The idea that the Earth acts as a giant magnet was first proposed in 1600 by the English physician and natural philosopher William Gilbert. Gilbert first defined the North Magnetic Pole as the point where the Earth’s magnetic field points vertically downwards.

A rare earth element is one of a set of seventeen chemical elements in the periodic table, specifically the fifteen lanthanides, as well as scandium and yttrium. Scandium and yttrium are considered rare earth elements because they tend to occur in the same ore deposits as the lanthanides and exhibit similar chemical properties.

Despite their name, rare earth elements (with the exception of the radioactive promethium) are relatively plentiful in Earth’s crust. However, because of their geochemical properties, rare earth elements are typically dispersed and not often found concentrated as rare earth minerals in economically exploitable ore deposits. It was the very scarcity of these minerals that led to their being called term “rare earth”.

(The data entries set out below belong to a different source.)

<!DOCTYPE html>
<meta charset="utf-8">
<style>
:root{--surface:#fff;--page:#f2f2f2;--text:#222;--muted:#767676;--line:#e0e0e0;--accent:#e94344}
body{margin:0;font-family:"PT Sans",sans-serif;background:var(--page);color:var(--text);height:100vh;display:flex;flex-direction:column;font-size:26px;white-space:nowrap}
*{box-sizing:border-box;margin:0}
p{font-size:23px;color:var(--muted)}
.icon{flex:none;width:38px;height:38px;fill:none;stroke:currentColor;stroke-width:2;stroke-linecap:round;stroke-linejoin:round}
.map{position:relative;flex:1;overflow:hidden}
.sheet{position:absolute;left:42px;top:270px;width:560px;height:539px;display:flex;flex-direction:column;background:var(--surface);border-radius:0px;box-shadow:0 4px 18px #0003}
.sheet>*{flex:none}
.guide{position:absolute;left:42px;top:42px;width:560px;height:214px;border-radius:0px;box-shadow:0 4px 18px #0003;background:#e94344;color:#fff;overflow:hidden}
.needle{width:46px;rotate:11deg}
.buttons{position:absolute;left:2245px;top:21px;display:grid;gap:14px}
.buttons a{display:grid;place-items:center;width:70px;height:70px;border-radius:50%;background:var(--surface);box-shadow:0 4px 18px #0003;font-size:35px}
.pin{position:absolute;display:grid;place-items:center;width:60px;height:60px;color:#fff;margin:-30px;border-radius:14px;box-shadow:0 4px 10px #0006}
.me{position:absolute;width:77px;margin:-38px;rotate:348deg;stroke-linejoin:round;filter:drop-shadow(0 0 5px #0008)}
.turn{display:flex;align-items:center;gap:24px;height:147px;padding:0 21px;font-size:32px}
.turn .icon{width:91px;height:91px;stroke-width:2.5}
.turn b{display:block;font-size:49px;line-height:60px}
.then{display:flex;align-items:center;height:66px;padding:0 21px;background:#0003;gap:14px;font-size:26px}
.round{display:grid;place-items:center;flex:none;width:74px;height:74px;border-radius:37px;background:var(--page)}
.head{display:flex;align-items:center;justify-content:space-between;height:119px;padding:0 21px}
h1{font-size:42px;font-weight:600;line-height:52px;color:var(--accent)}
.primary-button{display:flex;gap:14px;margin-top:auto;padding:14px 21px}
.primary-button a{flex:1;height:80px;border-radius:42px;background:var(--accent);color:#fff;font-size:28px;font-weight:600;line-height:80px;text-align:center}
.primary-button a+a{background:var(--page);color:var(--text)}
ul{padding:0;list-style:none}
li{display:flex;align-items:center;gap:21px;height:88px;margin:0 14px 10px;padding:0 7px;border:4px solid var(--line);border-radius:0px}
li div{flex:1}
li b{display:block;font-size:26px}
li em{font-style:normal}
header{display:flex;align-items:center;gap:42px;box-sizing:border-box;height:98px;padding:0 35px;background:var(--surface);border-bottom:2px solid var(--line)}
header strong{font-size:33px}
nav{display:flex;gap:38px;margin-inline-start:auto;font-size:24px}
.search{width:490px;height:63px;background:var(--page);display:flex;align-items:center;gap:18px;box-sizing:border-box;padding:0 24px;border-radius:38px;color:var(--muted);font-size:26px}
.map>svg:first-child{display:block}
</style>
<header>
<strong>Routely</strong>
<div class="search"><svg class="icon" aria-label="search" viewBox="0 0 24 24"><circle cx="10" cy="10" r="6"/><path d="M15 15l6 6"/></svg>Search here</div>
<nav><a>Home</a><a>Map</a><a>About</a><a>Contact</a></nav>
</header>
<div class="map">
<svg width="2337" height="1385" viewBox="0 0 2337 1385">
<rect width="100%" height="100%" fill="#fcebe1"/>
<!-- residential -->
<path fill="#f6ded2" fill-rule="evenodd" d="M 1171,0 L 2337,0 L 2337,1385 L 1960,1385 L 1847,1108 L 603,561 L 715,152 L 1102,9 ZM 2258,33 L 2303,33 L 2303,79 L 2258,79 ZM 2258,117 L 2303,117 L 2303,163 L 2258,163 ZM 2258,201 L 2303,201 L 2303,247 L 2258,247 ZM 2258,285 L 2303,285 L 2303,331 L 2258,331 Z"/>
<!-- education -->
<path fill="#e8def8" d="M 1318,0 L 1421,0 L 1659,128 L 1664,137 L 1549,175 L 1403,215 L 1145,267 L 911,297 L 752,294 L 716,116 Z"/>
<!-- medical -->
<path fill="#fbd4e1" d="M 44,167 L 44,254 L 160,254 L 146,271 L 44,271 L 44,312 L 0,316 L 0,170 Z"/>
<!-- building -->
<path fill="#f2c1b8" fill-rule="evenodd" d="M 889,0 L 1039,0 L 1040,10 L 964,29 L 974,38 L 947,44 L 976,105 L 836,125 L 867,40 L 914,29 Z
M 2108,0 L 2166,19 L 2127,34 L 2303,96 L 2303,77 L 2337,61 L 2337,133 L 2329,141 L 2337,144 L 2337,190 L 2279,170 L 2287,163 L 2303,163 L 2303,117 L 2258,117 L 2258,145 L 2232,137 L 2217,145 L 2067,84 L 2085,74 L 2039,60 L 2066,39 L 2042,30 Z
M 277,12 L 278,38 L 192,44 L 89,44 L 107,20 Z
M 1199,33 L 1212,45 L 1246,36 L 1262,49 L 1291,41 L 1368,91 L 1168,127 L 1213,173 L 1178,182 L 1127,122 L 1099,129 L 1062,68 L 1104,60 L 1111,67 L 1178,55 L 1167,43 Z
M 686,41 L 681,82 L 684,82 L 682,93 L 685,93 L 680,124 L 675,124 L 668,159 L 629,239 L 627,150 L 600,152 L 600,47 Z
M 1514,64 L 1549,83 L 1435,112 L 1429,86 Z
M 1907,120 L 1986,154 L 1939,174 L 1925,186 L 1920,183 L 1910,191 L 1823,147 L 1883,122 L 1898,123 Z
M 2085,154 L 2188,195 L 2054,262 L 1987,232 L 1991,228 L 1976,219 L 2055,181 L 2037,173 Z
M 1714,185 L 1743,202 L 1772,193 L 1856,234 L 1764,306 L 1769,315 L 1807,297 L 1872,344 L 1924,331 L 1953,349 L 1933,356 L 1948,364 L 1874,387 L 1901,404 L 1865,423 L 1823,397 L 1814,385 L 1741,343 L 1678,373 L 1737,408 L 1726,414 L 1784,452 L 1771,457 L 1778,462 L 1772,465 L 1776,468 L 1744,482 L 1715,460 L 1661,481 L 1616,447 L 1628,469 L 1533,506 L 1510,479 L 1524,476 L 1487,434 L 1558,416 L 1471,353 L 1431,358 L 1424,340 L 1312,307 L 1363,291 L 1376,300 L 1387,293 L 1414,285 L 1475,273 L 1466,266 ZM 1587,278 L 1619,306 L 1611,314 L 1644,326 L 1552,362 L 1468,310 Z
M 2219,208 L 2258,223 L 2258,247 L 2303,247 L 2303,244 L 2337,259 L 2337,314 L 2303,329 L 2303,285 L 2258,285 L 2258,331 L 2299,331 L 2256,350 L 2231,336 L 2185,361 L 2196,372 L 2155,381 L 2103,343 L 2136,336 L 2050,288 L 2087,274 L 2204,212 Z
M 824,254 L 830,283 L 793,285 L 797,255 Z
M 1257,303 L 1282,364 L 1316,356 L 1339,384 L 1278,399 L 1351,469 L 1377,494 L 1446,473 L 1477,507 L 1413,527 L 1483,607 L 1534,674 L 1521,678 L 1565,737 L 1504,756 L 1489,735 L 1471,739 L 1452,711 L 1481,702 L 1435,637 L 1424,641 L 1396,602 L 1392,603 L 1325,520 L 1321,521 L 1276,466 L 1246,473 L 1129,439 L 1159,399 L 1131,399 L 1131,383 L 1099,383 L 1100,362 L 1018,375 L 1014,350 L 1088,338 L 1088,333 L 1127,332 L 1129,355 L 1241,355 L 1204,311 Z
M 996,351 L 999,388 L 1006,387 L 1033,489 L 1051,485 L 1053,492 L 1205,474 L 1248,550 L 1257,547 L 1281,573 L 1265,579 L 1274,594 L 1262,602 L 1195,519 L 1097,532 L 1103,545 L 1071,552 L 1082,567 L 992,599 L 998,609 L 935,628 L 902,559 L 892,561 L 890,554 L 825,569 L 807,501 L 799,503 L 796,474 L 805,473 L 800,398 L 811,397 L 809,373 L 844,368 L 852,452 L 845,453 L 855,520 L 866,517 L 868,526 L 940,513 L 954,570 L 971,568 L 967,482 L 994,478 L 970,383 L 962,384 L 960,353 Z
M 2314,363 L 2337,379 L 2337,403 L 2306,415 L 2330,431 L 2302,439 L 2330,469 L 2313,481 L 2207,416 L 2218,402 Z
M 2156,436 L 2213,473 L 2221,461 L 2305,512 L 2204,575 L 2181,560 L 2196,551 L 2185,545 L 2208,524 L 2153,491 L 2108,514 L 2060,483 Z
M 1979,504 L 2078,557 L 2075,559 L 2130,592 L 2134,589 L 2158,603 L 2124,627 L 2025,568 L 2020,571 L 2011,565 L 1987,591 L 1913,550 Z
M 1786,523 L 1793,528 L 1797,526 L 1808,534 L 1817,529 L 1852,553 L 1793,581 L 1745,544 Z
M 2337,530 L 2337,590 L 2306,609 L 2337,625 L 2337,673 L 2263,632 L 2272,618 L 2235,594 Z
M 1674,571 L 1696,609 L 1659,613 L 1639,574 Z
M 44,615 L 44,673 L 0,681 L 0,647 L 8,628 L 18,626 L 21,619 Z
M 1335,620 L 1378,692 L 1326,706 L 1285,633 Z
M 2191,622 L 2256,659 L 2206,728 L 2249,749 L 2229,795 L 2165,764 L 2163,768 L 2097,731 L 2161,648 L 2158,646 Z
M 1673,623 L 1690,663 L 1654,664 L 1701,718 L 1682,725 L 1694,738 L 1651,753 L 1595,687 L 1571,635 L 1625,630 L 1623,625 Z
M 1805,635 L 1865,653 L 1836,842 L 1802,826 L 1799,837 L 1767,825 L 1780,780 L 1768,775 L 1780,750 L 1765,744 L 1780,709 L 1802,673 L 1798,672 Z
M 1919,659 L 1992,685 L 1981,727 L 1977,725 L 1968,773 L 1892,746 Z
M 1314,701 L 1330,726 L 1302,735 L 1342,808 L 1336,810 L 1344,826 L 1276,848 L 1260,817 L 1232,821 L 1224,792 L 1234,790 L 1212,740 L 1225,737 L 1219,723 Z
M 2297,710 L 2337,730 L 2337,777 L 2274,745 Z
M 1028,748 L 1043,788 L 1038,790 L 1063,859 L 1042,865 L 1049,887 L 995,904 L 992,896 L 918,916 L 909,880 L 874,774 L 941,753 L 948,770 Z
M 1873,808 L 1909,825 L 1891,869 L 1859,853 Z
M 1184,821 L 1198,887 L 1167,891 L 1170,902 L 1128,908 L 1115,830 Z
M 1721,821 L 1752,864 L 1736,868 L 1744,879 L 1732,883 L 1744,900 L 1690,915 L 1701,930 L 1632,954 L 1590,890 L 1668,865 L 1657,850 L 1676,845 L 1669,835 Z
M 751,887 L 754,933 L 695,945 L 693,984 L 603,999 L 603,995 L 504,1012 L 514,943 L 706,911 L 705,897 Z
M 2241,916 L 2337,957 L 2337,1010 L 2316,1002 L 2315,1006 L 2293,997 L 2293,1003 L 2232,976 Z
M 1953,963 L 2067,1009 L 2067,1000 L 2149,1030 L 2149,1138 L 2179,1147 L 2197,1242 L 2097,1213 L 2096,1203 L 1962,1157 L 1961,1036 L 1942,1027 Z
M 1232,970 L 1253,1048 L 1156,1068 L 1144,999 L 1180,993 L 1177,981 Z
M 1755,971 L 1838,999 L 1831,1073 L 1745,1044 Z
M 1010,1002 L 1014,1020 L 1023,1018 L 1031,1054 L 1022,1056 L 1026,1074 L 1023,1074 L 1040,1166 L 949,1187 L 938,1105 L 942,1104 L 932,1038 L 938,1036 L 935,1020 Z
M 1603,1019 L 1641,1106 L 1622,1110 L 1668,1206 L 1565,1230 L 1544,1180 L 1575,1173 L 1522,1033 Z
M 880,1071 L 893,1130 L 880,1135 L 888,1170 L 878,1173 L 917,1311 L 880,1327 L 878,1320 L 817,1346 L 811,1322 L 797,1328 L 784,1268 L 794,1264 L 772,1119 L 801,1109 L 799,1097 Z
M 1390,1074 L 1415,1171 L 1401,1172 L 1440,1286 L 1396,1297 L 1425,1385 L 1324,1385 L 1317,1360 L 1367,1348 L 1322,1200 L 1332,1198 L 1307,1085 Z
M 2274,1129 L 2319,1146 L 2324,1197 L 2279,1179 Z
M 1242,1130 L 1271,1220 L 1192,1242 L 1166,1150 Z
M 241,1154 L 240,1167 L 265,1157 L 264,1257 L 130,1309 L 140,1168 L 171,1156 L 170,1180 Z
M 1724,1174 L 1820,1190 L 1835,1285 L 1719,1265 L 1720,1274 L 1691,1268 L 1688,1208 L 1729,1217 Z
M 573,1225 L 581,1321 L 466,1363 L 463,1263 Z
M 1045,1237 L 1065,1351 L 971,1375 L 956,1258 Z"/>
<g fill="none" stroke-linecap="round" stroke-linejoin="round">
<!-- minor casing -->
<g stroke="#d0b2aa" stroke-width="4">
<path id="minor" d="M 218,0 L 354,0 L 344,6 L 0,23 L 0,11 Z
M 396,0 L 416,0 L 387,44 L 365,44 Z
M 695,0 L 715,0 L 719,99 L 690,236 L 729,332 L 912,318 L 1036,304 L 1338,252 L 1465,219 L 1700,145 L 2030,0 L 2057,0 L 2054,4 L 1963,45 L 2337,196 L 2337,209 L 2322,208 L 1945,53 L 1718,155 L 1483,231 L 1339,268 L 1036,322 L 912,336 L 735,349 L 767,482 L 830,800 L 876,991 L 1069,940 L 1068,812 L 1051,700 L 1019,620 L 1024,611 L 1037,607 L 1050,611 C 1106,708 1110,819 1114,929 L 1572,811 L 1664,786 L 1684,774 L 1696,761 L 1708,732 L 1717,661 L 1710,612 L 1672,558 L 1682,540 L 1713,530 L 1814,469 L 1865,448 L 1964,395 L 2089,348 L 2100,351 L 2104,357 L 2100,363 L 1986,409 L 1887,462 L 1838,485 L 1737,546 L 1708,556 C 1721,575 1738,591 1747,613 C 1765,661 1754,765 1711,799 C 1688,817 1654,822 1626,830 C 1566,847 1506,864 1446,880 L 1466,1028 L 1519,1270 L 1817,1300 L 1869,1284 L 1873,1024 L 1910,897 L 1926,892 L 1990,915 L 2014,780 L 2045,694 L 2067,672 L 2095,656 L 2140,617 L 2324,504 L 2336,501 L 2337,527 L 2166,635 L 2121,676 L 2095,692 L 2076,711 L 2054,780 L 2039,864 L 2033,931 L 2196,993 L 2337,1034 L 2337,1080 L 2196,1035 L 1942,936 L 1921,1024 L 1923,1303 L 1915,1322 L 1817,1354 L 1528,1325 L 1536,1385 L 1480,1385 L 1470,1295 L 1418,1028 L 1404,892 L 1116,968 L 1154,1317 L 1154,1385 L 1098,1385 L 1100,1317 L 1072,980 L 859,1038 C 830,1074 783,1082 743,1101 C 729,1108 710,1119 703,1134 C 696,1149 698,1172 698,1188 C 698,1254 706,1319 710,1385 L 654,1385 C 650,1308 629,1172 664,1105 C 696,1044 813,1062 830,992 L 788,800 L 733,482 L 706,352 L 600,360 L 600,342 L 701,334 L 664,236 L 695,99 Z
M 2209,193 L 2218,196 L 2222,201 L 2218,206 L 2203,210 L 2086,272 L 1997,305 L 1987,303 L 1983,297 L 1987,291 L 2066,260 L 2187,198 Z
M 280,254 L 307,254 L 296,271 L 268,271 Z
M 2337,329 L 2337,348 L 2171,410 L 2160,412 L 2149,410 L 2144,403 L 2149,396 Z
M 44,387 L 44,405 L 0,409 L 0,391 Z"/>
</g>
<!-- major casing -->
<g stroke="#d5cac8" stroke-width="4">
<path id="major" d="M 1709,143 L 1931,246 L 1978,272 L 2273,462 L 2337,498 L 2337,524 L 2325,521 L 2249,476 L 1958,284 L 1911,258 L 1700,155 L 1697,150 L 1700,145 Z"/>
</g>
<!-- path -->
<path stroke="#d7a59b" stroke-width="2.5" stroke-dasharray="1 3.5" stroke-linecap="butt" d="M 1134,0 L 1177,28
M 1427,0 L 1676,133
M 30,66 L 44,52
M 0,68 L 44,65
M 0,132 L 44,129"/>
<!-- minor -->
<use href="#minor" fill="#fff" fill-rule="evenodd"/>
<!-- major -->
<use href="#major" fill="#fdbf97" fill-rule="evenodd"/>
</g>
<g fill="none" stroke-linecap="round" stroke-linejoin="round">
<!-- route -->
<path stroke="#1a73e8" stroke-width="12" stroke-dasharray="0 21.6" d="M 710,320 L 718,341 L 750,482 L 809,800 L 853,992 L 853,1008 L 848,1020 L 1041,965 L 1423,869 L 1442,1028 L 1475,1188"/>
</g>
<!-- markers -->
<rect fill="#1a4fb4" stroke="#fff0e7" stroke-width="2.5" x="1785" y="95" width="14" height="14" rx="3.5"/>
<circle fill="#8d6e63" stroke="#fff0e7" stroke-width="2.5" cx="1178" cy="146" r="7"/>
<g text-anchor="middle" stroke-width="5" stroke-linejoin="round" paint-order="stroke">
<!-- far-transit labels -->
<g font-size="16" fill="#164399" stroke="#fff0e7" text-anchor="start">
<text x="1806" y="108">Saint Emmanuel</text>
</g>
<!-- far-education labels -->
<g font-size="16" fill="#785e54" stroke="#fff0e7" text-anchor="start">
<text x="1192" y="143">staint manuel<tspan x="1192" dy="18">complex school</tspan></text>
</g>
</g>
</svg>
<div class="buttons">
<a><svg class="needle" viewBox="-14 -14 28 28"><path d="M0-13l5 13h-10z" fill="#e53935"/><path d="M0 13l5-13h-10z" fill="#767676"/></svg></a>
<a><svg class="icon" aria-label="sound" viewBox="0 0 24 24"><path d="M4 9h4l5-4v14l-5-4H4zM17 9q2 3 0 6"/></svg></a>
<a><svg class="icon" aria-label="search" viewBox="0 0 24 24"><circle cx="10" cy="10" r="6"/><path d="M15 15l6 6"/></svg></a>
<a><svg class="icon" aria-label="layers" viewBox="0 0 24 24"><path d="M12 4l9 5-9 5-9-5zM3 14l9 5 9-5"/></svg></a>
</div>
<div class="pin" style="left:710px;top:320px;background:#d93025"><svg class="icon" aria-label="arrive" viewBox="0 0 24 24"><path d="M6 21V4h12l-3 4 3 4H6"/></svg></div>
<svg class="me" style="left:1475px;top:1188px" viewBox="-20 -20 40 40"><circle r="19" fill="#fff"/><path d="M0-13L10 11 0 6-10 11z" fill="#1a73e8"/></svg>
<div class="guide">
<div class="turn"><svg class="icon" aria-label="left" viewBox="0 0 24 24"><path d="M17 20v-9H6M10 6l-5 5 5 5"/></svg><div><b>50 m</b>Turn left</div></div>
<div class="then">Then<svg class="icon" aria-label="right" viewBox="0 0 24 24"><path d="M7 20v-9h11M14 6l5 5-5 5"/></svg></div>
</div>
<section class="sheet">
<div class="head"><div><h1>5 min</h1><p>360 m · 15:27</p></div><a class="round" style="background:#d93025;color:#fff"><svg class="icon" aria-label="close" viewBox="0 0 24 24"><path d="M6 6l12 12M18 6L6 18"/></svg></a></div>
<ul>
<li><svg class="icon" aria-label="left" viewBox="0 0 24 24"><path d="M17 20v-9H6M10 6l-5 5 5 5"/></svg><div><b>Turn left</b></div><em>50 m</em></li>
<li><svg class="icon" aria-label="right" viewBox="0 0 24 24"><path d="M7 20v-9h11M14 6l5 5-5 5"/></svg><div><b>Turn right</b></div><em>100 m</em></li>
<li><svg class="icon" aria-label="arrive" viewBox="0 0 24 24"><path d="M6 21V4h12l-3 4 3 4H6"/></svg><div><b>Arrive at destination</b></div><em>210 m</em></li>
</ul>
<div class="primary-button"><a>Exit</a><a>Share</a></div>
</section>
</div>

The village of Ytterby, Vaxholm, Sweden is about one hour’s drive south and east from ARL, Arlanda Airport, which is the main airport serving Stockholm. Ytterby is about a 40 minute drive northeast of Stockholm.

The rare earth mineral yttria was discovered at and named after Ytterby mine near the village of Ytterby. Yttria was the source of four new elements named after the village: yttrium (Y), erbium (Er), terbium (Tb), and ytterbium (Yb). Three other lanthanides, holmium (Ho, named after Stockholm), thulium (Tm, named after Thule, a mythic analog of Scandinavia), and gadolinium (Gd, after the chemist Johan Gadolin) can trace their discovery to the same quarry.

Gisborne Airport is a regional airport on the outskirts of Gisborne on the East Coast of the North Island of New Zealand. It is one of the few airports in the world that has a railway line, the Palmerston North - Gisborne Line, crossing the main runway. Air traffic controllers are able to change the signals on the railway line.

College Park Airport, in College Park, Maryland, USA, is the world’s oldest airport in operation. It was established in 1909 when Wilbur Wright arrived at the field to train two military officers in the US Army.

St Joseph’s College is a Catholic secondary school for boys, located in Hunter’s Hill, a suburb on the Lower North Shore of Sydney, NSW.

With a total enrolment of approximately 1,100 students, of whom over 750 are boarders, St Joseph’s is the largest boarding school in Australia.

The Cathedral of St. Joseph in Hartford, Connecticut, is the 13th tallest church in the United States. Dedicated in 1962, it rises 281 feet high. The pipe organ is one of the largest in Connecticut and contains more than 8,000 pipes.

Pilosocereus royenii is a species of cactus that is native to the Caribbean and Mexico’s Yucatán Peninsula. Common names include Dildo Cactus and Pipe Organ Cactus. It is the most common cactus found in the Turks and Caicos Islands. It is composed of multiple long, tubular shaped branches, each ribbed with multiple sections and sharp spines.